Beberapa poin utama pertimbangan Dindik Jatim antara lain:
Meski memprioritaskan sekolah tatap muka, Dindik Jatim tetap menampung usulan alternatif jika kebijakan efisiensi energi nasional tetap harus dijalankan. Salah satu opsi yang muncul adalah skema daring terbatas.
"Ada usulan daring cukup satu hari dalam sepekan. Namun, kami menyarankan jangan hari Jumat karena jeda liburnya akan terlalu panjang. Opsinya bisa diacak harinya agar ritme belajar tetap terjaga," tambah Aries.
Sementara itu, Wali Kota Surabaya, Eri Cahyadi, mengingatkan pentingnya peran orang tua jika WFH sekolah benar-benar diterapkan. Ia menyoroti potensi penggunaan gadget yang tidak terkontrol oleh anak-anak jika tanpa pengawasan ketat di rumah.

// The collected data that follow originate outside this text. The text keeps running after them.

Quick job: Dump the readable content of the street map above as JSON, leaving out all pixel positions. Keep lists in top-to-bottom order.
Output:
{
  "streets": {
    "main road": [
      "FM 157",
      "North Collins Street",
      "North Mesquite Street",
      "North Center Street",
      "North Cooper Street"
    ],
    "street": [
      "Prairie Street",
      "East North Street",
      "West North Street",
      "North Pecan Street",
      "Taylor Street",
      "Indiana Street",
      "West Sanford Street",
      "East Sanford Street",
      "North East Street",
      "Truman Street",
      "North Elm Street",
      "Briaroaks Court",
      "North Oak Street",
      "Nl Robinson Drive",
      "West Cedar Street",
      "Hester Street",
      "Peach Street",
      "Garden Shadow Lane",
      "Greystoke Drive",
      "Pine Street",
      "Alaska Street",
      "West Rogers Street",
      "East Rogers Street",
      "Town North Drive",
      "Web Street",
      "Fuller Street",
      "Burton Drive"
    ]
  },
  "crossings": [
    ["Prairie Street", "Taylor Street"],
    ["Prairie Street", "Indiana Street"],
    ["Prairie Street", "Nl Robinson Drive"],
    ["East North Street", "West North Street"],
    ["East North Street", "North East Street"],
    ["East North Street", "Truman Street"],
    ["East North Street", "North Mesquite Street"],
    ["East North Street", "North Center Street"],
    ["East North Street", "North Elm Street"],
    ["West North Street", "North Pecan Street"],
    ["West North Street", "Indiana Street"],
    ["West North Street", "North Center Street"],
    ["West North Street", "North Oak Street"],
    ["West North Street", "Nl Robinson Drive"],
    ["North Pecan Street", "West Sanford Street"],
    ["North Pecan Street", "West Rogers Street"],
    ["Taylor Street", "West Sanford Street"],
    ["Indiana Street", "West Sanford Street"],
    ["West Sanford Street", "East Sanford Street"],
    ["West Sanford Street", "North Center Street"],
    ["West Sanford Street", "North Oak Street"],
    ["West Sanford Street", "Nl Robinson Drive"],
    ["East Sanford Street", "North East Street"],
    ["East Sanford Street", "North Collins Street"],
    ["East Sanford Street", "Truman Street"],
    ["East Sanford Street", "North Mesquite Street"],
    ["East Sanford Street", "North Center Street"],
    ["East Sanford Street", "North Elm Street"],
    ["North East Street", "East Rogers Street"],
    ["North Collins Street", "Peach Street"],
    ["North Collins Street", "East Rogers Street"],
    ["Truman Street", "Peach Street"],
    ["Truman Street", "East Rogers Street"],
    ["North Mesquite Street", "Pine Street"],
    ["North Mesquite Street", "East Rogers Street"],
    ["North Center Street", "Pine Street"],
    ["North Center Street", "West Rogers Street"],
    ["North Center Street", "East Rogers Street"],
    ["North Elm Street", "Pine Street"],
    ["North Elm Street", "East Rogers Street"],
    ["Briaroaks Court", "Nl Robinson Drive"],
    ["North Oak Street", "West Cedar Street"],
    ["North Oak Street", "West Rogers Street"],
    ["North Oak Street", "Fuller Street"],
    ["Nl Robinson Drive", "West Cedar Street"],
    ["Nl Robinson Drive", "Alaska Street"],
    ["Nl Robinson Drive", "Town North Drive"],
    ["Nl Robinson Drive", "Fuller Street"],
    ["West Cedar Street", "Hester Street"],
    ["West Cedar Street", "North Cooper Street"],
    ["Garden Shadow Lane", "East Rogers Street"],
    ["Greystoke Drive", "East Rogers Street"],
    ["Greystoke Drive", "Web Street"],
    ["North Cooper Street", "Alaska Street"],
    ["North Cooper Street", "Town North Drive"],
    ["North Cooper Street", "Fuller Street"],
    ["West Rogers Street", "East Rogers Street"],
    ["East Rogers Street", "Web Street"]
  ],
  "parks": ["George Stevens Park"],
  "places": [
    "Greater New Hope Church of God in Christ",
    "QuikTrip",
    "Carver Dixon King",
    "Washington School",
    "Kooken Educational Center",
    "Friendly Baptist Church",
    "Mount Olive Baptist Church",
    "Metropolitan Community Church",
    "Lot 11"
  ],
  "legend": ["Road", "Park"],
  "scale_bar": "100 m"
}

Berdasarkan data evaluasi pendidikan pasca-pandemi di Jawa Timur, periode Pembelajaran Jarak Jauh (PJJ) sebelumnya sempat menunjukkan adanya learning loss atau penurunan capaian kompetensi siswa yang signifikan. Hal inilah yang mendasari sikap hati-hati pemerintah daerah dalam menerapkan kembali kebijakan belajar dari rumah.
Menyikapi rencana ini, para orang tua diimbau untuk mulai memperketat pengawasan terhadap durasi penggunaan gawai anak. Jika nantinya skema daring diterapkan, pastikan anak tetap memiliki jadwal belajar yang terstruktur seperti saat berada di sekolah guna menjaga kedisiplinan mereka.